By virtue of the above-described arrangement, the handling of the cooking apparatus is facilitated, and the apparatus is thereby favorable improved such as to be conveniently used. Further, the provision of the device for measuring the weight of the food placed inside the heating chamber advantageously eliminates the need for the weighing operation which is conventionally required before cooking, thereby allowing efficient cooking.
The above and other objects, features and advantages of the present invention will become clear from the following description of the preferred embodiments thereof, taken in conjunction with the accompanying drawings.

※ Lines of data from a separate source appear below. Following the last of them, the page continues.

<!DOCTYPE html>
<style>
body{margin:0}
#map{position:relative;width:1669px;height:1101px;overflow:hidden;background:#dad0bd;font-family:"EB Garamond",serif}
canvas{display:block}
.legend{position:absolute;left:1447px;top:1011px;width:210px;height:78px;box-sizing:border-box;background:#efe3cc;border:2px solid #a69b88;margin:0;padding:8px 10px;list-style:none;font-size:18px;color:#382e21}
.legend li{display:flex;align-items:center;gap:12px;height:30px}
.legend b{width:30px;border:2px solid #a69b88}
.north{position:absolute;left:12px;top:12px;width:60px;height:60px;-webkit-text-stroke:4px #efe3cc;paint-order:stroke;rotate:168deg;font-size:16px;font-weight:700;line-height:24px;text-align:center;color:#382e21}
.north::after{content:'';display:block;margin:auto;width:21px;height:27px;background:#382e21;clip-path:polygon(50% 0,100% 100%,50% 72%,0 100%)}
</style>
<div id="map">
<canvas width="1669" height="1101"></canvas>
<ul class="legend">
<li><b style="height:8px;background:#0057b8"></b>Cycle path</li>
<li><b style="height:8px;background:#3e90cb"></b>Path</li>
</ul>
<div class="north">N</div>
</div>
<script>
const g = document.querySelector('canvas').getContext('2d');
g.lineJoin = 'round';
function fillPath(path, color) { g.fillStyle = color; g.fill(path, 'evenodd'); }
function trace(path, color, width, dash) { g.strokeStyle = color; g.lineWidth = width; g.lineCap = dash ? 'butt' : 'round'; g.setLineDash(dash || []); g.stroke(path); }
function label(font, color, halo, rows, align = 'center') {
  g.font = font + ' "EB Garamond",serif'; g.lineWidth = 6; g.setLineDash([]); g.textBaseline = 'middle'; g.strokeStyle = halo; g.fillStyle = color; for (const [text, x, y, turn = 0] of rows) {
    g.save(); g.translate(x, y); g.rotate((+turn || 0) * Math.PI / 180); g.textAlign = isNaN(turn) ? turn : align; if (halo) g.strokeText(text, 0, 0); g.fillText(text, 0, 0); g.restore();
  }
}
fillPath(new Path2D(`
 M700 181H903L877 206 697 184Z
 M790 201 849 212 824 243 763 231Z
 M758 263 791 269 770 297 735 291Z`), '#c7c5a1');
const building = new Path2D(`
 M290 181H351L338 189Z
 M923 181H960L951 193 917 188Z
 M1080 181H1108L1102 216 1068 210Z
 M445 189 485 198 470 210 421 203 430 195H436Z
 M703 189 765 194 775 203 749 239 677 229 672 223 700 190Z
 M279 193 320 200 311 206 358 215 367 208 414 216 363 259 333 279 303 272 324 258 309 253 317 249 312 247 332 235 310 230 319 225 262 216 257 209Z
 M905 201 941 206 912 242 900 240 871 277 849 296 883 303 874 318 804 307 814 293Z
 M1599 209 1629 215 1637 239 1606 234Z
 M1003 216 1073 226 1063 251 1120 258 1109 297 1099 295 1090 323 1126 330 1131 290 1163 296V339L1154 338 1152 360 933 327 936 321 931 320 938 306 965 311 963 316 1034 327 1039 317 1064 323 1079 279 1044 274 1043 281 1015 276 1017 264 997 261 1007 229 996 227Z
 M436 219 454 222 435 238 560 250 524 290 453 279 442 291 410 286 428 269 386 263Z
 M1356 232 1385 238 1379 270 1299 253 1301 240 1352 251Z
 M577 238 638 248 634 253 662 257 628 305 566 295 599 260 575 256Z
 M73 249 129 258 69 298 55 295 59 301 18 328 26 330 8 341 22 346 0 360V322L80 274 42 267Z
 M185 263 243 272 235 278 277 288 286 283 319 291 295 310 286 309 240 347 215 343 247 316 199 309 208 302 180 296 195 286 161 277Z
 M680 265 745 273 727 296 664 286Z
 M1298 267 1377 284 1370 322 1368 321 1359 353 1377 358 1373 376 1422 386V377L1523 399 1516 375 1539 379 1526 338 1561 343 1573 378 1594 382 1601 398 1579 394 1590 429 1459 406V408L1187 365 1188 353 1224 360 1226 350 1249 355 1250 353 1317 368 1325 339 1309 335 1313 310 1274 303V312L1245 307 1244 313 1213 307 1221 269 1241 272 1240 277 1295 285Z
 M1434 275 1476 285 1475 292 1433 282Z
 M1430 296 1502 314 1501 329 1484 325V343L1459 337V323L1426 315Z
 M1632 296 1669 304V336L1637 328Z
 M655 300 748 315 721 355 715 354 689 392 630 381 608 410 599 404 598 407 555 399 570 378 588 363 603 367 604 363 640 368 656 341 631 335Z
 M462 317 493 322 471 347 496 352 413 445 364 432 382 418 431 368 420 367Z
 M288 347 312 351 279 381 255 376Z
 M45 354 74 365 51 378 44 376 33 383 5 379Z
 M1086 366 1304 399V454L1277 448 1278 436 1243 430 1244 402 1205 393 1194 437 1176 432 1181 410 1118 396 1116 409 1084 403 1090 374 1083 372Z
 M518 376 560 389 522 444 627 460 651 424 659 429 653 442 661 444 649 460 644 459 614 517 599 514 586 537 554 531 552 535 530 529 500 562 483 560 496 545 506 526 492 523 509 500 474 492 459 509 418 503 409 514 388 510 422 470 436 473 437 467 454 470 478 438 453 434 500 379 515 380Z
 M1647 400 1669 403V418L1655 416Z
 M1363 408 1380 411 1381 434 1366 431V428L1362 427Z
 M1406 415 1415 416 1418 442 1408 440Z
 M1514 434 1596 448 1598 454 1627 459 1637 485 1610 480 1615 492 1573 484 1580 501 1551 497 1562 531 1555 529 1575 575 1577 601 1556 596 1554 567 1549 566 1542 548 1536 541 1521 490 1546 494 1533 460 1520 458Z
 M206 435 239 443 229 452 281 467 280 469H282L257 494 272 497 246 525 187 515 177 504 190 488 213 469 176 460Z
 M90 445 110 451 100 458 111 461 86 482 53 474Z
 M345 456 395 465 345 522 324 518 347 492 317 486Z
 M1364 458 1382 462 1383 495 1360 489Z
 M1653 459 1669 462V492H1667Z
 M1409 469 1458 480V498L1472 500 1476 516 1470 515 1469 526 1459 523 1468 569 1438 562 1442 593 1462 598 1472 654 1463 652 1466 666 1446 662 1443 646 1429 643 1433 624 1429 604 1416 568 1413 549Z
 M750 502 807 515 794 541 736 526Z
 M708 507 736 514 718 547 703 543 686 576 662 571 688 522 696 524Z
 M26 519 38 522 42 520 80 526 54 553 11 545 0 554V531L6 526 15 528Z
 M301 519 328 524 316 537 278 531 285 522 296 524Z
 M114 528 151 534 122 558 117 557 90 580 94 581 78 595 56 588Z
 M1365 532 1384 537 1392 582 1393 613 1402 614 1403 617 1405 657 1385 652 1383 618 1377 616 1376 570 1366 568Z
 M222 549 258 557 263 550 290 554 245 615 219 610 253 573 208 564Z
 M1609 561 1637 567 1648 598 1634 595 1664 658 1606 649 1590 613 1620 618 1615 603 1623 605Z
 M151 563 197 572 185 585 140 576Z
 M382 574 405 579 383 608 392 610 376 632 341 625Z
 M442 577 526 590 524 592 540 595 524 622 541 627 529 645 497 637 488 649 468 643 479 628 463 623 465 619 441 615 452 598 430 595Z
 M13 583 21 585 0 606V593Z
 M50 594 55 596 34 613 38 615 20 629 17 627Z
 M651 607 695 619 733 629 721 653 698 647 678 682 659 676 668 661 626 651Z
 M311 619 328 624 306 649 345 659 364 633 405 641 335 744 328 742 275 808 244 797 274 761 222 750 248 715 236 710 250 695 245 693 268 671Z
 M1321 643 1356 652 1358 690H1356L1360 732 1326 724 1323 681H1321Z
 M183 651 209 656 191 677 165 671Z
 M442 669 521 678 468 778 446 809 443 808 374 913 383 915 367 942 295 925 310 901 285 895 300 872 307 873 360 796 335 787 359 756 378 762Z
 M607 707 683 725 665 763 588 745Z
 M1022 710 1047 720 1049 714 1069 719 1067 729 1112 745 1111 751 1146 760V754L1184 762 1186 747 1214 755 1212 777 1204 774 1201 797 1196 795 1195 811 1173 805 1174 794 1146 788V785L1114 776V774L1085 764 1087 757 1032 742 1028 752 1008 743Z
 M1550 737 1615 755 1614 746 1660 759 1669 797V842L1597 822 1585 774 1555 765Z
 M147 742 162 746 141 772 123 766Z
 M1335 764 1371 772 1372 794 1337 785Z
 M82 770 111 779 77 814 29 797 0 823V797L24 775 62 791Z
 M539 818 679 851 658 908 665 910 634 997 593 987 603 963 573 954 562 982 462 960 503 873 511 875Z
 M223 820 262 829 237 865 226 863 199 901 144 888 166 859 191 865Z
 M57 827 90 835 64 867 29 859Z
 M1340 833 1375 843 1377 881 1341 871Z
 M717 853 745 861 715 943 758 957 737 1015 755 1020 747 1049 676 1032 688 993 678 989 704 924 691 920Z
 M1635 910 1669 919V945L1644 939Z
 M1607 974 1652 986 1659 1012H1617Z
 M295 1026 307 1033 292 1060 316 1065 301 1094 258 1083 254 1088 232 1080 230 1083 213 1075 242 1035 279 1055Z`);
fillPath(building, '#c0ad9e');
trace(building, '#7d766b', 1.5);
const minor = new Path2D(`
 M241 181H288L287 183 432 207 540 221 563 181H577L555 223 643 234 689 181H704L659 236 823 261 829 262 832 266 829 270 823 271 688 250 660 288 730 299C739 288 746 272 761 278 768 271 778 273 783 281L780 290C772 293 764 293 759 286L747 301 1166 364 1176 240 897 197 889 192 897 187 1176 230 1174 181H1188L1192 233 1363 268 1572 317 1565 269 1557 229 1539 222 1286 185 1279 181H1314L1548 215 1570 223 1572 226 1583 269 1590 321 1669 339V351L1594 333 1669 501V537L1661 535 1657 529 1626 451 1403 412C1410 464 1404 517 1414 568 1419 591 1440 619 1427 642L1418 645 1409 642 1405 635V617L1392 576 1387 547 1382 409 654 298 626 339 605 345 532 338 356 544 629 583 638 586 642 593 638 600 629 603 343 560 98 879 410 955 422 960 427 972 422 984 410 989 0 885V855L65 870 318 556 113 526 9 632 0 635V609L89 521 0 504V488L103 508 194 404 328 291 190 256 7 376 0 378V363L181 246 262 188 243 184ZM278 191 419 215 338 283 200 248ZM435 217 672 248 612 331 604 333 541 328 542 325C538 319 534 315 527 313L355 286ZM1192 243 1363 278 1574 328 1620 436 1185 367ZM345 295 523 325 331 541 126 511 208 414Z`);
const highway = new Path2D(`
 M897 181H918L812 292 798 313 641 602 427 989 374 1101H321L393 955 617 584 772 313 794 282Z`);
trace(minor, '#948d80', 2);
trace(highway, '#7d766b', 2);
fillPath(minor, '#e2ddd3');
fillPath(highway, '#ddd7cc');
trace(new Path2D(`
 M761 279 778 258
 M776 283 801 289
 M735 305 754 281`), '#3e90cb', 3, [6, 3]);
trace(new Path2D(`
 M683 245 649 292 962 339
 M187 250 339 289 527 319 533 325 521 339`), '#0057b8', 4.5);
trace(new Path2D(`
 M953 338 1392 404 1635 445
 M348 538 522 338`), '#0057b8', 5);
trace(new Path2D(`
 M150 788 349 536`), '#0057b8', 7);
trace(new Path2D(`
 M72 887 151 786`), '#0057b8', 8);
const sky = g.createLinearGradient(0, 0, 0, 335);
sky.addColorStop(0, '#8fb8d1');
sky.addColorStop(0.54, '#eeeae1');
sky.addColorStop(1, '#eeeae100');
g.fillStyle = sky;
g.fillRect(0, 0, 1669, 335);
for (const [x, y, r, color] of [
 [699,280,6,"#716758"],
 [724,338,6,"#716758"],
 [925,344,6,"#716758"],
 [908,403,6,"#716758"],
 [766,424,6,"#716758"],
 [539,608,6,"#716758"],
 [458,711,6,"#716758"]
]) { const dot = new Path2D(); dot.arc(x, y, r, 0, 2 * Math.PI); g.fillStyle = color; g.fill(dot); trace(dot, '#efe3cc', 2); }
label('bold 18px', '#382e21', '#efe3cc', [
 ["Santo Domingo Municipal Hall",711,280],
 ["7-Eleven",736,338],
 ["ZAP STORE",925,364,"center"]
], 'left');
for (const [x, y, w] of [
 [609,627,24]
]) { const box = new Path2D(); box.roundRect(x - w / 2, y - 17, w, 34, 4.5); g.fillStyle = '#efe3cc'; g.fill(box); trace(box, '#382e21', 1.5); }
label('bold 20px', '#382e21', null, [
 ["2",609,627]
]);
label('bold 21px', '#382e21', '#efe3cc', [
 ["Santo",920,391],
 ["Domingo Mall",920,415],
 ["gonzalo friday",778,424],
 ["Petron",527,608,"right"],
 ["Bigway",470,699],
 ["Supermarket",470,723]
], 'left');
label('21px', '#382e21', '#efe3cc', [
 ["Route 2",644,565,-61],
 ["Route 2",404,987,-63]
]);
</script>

FIG. 1 is a sectional view of one example of prior cooking apparatus;
FIG. 2 is a fragmentary sectional view of another example of prior cooking apparatus;
FIG. 3 is a perspective view of the body of a cooking apparatus with a weighing device in accordance with one embodiment of the present invention;
FIG. 4 is a sectional side elevational view inpartial cross-section of the cooking apparatus shown in FIG. 3;
FIG. 5 is a fragmentary sectional view of the weight measuring section of a cooking apparatus in accordance with another embodiment of the present invention;
FIG. 6 is an exploded perspective view of the vibration mechanism in the weight measuring section shown in FIG. 5;
FIG. 7 is a circuit diagram of a control circuit employed in the cooking apparatus shown in FIG. 5;
FIG. 8 is a sectional view of a weight measuring section of a cooking apparatus in accordance with still another embodiment of the present invention, the weight measuring section being provided with a push-down mechanism;
FIG. 9 is a sectional view of a weight measuring section of the cooking apparatus according to the present invention, the weight measuring section being provided with a push-down mechanism which is interlocked with a door arm;
FIG. 10 is a sectional view of a weight measuring section of the cooking apparatus according to the invention, the weight measuring section being provided with a push-down mechanism which has a quick-acting function;
FIG. 11 is a perspective view of an essential constituent portion of a further example of the arrangement of the push-down mechanism and the weight measuring section of the cooking apparatus according to the present invention; and
FIG. 12 is a fragmentary enlarged perspective view of the push-down mechanism of the cooking apparatus according to the invention, which shows the cam and a part of a lever which constitute a part of the push-down mechanism shown in FIG. 11.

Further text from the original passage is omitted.